At our Clinical Governance Day on 15 June 2016, Dr. Clare Hayes-Bradley presented cases and lessons learned from our April Airway Registry. Thank you to her for the presentation and the pearls below which shed light on our airway practice.
Common things are common. All prehospital care teams need to plan (& ideally team train with simulation) for the following:
- Tissued IV/IO sometimes only apparent when RSI drugs don’t work. This reinforces the need for two working IV/IO access prior to RSI
- Laryngoscope light failure during laryngoscopy. Everyone needs to be aware of where to put their hands on a second blade and handle in case this occurs: Dropdown Airway (DEA) Kit, pediatric airway kit in the Red Primary Pack (short handle)
- Cuff leak? You pass the ETT between the cords and start to ventilate. A reassuring ETCO2 trace begins and the chest rises but there’s the noise of a cuff leak. Cuff rupture on intubation is a common problem necessitating ETT exchange over bougie, but there are other causes:
- Tracheal ETT with cuff deflated (cuff rupture or pilot balloon failure)

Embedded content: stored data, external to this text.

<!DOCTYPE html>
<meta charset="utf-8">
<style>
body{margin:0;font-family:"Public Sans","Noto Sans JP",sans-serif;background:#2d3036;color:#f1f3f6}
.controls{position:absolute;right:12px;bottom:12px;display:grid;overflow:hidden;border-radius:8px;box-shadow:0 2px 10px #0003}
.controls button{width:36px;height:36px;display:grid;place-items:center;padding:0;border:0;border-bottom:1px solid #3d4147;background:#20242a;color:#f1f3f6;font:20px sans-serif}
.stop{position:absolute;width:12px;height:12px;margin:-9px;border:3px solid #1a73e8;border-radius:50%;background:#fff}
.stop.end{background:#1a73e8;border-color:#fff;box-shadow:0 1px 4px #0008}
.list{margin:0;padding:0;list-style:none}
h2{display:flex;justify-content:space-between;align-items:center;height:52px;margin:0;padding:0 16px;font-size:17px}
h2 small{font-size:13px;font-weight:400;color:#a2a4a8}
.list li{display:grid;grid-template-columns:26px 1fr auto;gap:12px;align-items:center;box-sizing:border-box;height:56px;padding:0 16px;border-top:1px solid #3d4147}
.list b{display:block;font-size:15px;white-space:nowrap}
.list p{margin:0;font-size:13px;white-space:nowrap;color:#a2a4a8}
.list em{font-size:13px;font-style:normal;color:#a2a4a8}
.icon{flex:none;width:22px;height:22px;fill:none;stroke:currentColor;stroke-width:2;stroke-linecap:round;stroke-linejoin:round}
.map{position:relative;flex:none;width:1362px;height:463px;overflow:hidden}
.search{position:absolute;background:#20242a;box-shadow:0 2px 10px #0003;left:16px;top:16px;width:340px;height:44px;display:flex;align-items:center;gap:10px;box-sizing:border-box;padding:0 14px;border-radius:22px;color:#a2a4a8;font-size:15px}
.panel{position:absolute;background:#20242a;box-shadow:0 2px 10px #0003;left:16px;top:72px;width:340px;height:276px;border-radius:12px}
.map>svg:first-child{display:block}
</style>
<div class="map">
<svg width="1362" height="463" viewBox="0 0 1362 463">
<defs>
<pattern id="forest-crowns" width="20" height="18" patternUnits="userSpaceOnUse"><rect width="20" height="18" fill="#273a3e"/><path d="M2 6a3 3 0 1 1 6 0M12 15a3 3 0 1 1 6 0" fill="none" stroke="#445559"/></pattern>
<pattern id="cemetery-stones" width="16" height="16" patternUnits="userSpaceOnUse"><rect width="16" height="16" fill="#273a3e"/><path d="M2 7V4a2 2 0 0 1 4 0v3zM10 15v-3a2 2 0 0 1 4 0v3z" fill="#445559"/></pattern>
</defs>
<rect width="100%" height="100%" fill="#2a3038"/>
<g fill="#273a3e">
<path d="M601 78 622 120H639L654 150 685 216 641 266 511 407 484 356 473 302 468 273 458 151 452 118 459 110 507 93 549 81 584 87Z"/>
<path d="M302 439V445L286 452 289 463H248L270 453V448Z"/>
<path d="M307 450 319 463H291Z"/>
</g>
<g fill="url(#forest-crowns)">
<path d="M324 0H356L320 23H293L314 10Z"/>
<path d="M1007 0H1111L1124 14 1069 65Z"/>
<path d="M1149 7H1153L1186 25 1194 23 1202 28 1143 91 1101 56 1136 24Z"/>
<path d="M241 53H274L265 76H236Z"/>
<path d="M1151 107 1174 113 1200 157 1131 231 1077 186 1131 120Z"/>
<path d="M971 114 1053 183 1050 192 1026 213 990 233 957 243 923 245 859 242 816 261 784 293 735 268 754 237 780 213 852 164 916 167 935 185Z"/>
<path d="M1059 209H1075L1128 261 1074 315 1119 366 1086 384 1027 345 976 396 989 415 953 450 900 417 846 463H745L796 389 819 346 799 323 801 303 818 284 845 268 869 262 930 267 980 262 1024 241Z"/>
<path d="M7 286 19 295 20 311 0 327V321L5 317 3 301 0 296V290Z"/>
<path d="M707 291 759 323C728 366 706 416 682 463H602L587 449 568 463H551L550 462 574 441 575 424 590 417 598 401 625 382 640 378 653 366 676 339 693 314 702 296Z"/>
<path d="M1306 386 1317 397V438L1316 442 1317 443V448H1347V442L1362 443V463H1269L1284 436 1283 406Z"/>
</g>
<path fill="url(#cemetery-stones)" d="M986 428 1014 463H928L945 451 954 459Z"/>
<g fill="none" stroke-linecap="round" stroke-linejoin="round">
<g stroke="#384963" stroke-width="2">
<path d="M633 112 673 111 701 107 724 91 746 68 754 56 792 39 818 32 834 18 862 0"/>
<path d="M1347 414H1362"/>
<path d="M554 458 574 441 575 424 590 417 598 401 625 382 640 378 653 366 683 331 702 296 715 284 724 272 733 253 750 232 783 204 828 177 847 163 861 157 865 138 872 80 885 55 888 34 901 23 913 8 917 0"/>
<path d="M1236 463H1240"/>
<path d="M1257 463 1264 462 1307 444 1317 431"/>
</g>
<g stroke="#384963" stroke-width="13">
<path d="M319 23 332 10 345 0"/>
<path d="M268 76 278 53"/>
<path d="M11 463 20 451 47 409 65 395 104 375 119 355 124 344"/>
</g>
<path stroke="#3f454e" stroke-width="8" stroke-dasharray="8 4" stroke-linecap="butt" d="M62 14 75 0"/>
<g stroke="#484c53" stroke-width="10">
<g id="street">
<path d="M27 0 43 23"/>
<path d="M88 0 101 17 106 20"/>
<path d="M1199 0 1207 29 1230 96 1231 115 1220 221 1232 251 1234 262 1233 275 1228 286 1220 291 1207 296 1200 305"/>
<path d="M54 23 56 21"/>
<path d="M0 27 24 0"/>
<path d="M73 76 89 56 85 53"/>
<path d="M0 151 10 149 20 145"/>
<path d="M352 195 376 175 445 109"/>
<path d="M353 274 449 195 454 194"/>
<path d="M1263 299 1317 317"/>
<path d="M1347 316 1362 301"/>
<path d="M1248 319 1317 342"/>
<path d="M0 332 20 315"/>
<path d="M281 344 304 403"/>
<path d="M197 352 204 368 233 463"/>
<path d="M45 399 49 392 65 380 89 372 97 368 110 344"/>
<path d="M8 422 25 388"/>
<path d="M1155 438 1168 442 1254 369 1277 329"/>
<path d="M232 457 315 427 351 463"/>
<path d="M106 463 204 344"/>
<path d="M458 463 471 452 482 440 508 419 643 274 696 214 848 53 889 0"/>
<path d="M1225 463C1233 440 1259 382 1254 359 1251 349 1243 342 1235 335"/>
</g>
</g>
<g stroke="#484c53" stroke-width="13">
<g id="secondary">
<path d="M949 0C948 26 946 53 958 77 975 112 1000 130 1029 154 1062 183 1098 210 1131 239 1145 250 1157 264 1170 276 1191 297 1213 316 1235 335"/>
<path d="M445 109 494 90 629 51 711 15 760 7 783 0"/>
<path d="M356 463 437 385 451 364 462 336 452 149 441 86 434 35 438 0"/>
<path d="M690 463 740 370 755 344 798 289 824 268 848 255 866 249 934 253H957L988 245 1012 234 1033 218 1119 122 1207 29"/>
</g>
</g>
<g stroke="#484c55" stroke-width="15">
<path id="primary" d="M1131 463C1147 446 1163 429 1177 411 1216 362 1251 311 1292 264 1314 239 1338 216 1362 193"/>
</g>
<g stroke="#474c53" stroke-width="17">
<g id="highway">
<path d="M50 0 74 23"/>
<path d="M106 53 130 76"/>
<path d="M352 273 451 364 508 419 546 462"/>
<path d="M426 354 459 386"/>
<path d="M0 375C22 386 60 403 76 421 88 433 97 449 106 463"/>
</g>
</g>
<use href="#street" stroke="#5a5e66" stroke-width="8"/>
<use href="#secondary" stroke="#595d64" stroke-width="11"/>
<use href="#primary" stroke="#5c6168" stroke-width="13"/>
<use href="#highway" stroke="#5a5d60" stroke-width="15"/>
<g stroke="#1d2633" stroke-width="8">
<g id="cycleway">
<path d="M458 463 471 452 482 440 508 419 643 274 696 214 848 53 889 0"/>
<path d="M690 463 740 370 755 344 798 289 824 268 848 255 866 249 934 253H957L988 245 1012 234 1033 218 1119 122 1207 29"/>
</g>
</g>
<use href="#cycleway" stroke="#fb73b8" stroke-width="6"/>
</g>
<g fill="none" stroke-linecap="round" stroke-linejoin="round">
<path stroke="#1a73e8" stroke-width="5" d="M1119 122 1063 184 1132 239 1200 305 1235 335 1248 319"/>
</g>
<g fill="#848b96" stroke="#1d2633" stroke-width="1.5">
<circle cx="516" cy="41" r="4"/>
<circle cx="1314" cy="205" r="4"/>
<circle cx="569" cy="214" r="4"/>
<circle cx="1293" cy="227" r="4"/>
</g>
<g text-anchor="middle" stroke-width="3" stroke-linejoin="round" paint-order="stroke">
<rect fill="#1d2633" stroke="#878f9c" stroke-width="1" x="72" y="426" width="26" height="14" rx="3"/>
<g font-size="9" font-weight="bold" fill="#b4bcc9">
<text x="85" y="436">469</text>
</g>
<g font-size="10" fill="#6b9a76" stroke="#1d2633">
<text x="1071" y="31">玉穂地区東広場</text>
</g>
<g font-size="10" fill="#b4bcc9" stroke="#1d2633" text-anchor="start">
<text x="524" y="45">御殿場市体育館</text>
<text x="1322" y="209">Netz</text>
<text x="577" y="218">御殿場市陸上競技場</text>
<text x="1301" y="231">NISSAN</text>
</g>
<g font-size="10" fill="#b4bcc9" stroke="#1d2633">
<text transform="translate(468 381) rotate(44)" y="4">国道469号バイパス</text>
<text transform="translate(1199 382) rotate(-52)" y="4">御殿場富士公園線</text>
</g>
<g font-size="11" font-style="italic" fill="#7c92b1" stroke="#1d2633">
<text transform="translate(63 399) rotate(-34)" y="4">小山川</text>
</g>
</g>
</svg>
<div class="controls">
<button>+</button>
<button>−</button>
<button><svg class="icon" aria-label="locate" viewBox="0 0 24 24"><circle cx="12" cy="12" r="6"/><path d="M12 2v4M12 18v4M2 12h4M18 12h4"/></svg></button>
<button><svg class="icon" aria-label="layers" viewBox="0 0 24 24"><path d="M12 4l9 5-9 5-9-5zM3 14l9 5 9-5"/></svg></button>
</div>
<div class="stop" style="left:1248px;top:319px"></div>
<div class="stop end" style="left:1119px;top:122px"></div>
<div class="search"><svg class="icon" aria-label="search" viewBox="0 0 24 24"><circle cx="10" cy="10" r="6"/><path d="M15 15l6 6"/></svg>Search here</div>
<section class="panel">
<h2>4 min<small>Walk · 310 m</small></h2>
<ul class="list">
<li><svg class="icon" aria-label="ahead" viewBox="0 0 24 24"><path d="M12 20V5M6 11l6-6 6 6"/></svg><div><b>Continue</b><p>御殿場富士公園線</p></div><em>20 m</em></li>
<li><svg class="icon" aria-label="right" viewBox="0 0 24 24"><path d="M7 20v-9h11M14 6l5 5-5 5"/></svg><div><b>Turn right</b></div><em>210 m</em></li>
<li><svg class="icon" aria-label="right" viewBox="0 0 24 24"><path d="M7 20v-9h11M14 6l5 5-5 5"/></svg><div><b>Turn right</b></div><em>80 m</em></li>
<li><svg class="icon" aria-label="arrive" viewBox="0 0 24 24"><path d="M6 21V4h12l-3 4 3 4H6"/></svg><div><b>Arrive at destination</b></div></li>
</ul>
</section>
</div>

- Pharyngeal cuff (ETT too shallow)
Repeat laryngoscopy may reveal a pharyngeally sitting cuff. Take note of ETT depth at insertion and continue to reassess.
Does Hand ventilating save time? And Implications for cardiac output.
Severely injured and shocked patients are frequently moved by our service by road or air. It can be tempting to think that hand ventilating with the BVM is going to ‘save time’ to get the patient to definitive haemorrhage control, but there are many down sides. Unintentional overventilation is common in severe injury and can result in raising intrathoracic pressure from positive pressure breaths, further lowering venous return and worsening shocked state. The time taken to instigate mechanical ventilation may help care by lowering mean intrathoracic pressure; allowing the ETCO2 to reflect the cardiac output response to resuscitation, and free hands for putting on harnesses/loading patient/providing other care, etc. Particularly with the added times of preparing the helicopter and spinning up for takeoff, then cooling down after landing, helicopter transport often takes much longer than you think. In general, mechanical ventilation wins over hand ventilation for prehospital trauma care.